June 20, 2013

 

By Kenneth Miller

Assistant Managing Editor

 

The National Basketball Association (NBA) is clearly the number one sports league when it comes to the hiring of Black head coaches, but are Black coaches being treated fairly?

With 30 teams under its umbrella, the NBA has 12 Black head coaches led by the dean Doc Rivers in Boston (416-305 and one NBA title), Toronto’s Dwane Casey (57-91), Tyron Corbin of Utah (87-89), Golden State’s Mark Jackson (70-78), Monty Williams of New Orleans (94-136), Jacque Vaughn of Orlando (20-62) and New York’s Mike Woodson (74-34) who has the highest winning percentage between all of the current Black coaches. New hires Mike Brown returning to Cleveland, Maurice Cheeks in Detroit, Larry Drew fired in Atlanta and hired in Milwaukee, and Jason Kidd went from playing to the coaching bench in a surprised hiring in Brooklyn with the Nets.

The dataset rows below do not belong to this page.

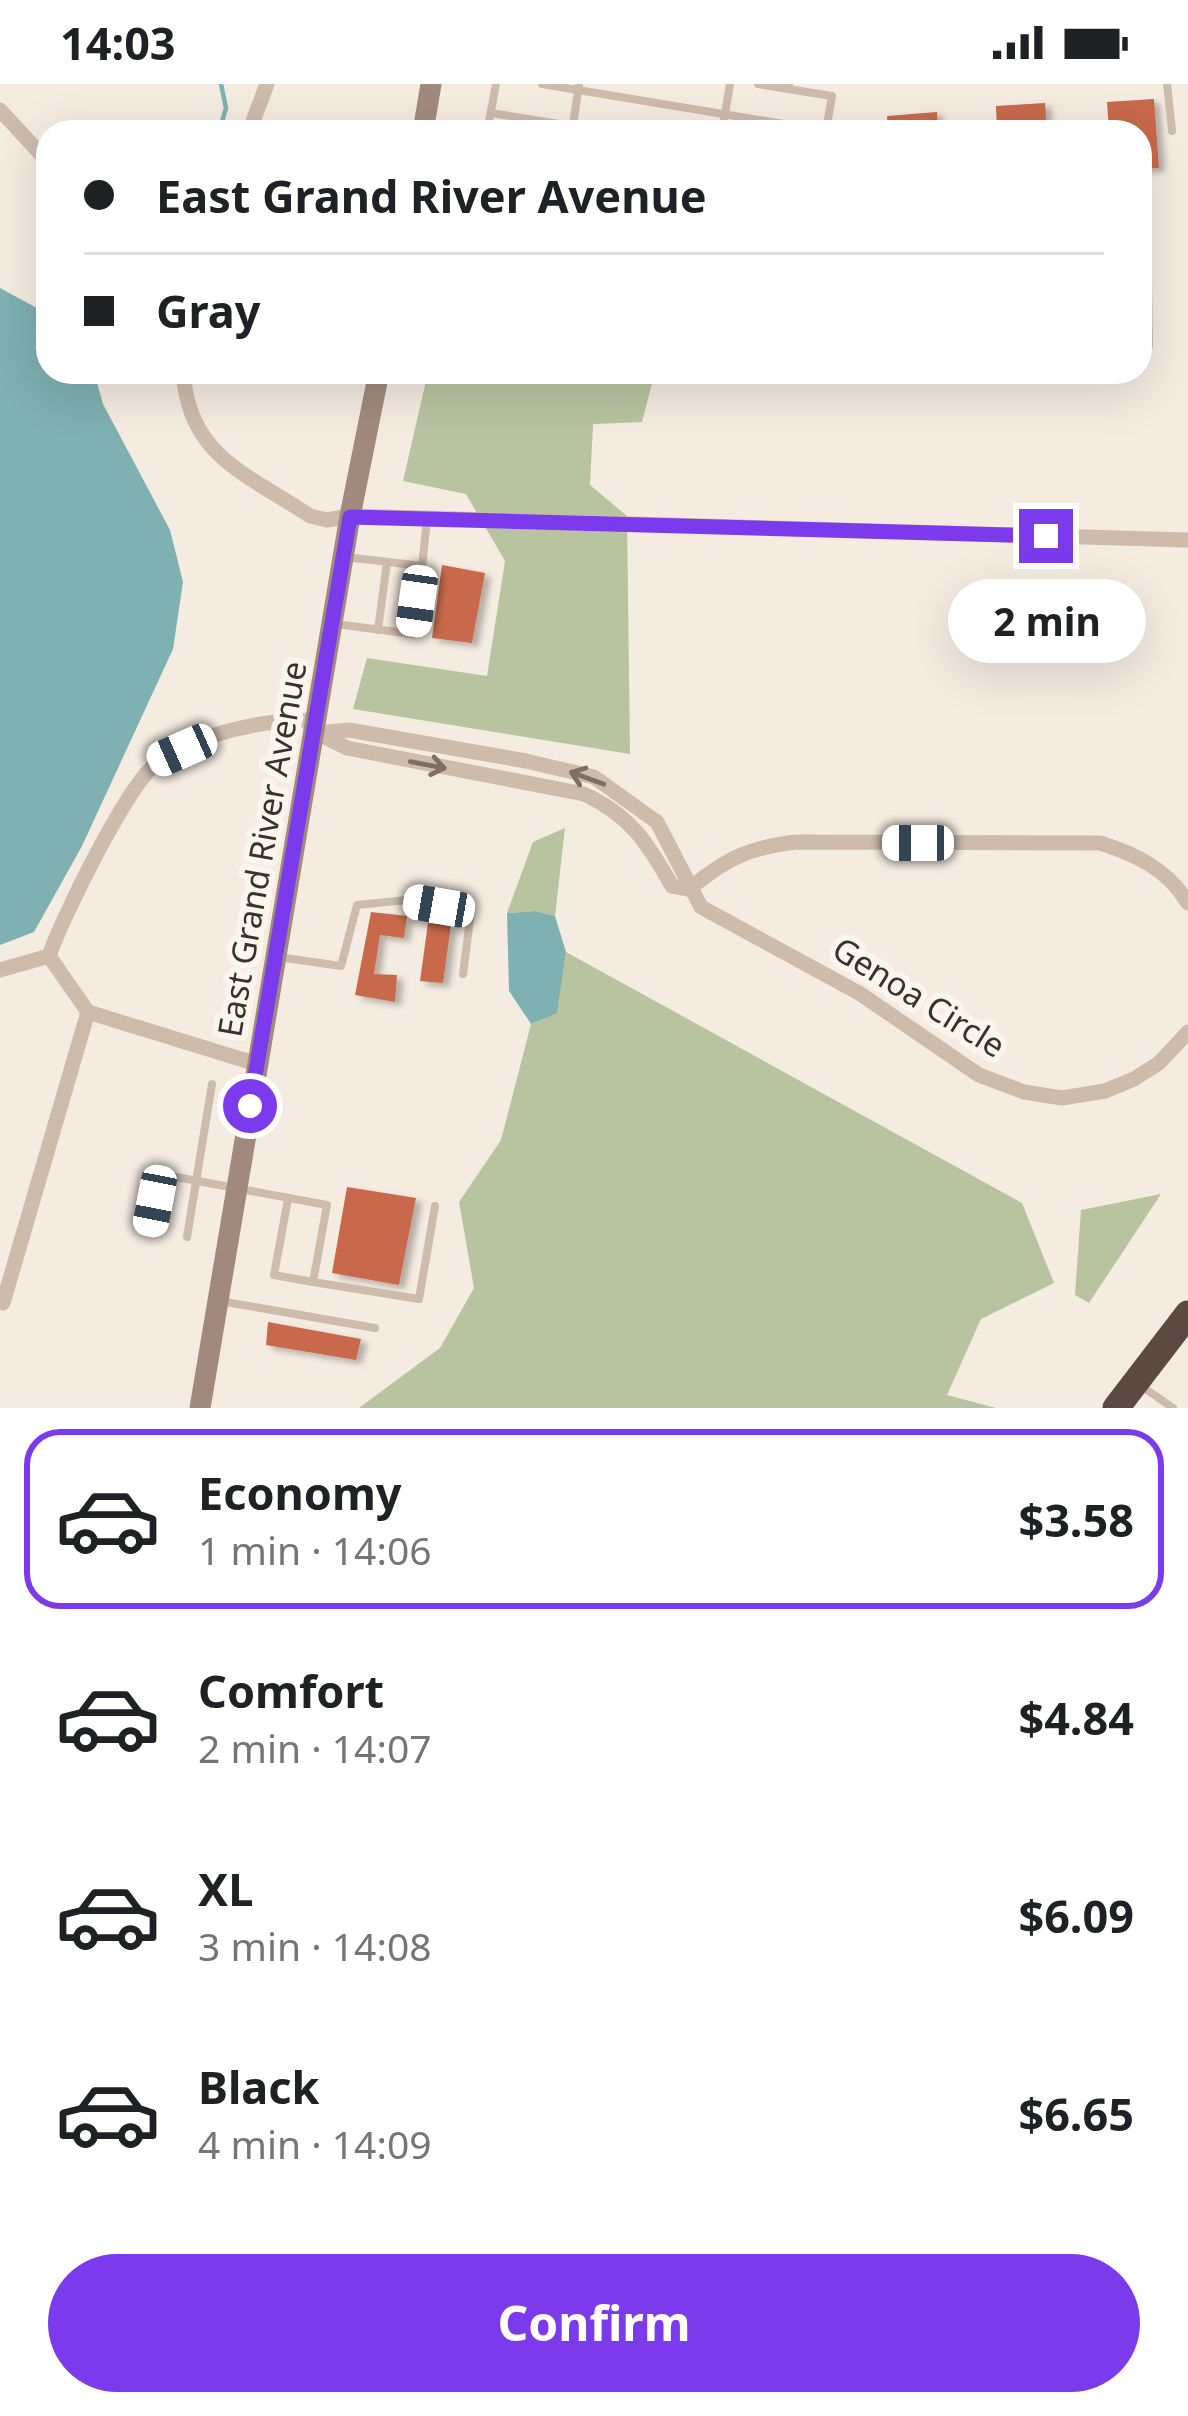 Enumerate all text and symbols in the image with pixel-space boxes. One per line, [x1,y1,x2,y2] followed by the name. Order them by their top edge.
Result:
[60,12,176,73] text: 14:03
[156,165,707,226] text: East Grand River Avenue
[156,280,260,341] text: Gray
[1019,509,1073,563] route end
[394,563,440,639] car
[947,578,1145,662] callout: 2 min
[993,594,1101,647] text: 2 min
[206,658,317,1040] street label: East Grand River Avenue
[142,719,222,781] car
[408,755,447,777] one-way arrow
[569,766,606,787] one-way arrow
[882,825,954,861] car
[400,882,478,930] car
[824,926,1014,1067] street label: Genoa Circle
[223,1079,277,1133] route start
[130,1162,180,1240] car
[198,1462,402,1523] text: Economy
[54,1465,162,1573] icon: car
[1018,1489,1134,1550] text: $3.58
[198,1523,432,1576] text: 1 min · 14:06
[198,1660,384,1721] text: Comfort
[54,1663,162,1771] icon: car
[1018,1687,1134,1748] text: $4.84
[198,1721,432,1774] text: 2 min · 14:07
[198,1858,253,1919] text: XL
[54,1861,162,1969] icon: car
[1018,1885,1134,1946] text: $6.09
[198,1919,432,1972] text: 3 min · 14:08
[198,2056,319,2117] text: Black
[54,2059,162,2167] icon: car
[1018,2083,1134,2144] text: $6.65
[198,2117,432,2170] text: 4 min · 14:09
[48,2254,1140,2392] button: Confirm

Drew led the Hawks to the playoffs in each of his three seasons in Atlanta and finished no worse than third each season, but was let go after compiling a 128-102 record.

Woodson has been fantastic with the Knicks after also being successful in Atlanta, taking over the basically the same team Lakers coach Mike D’Antoni failed to win with and leading them to the brink of the conference finals in his first full season.

Jackson flirted with being the coach of the year in only his second season with the Warriors eliminating Denver in the first round of the Western Conference playoffs and stretching the Spurs to six games in the second round before losing with a short roster.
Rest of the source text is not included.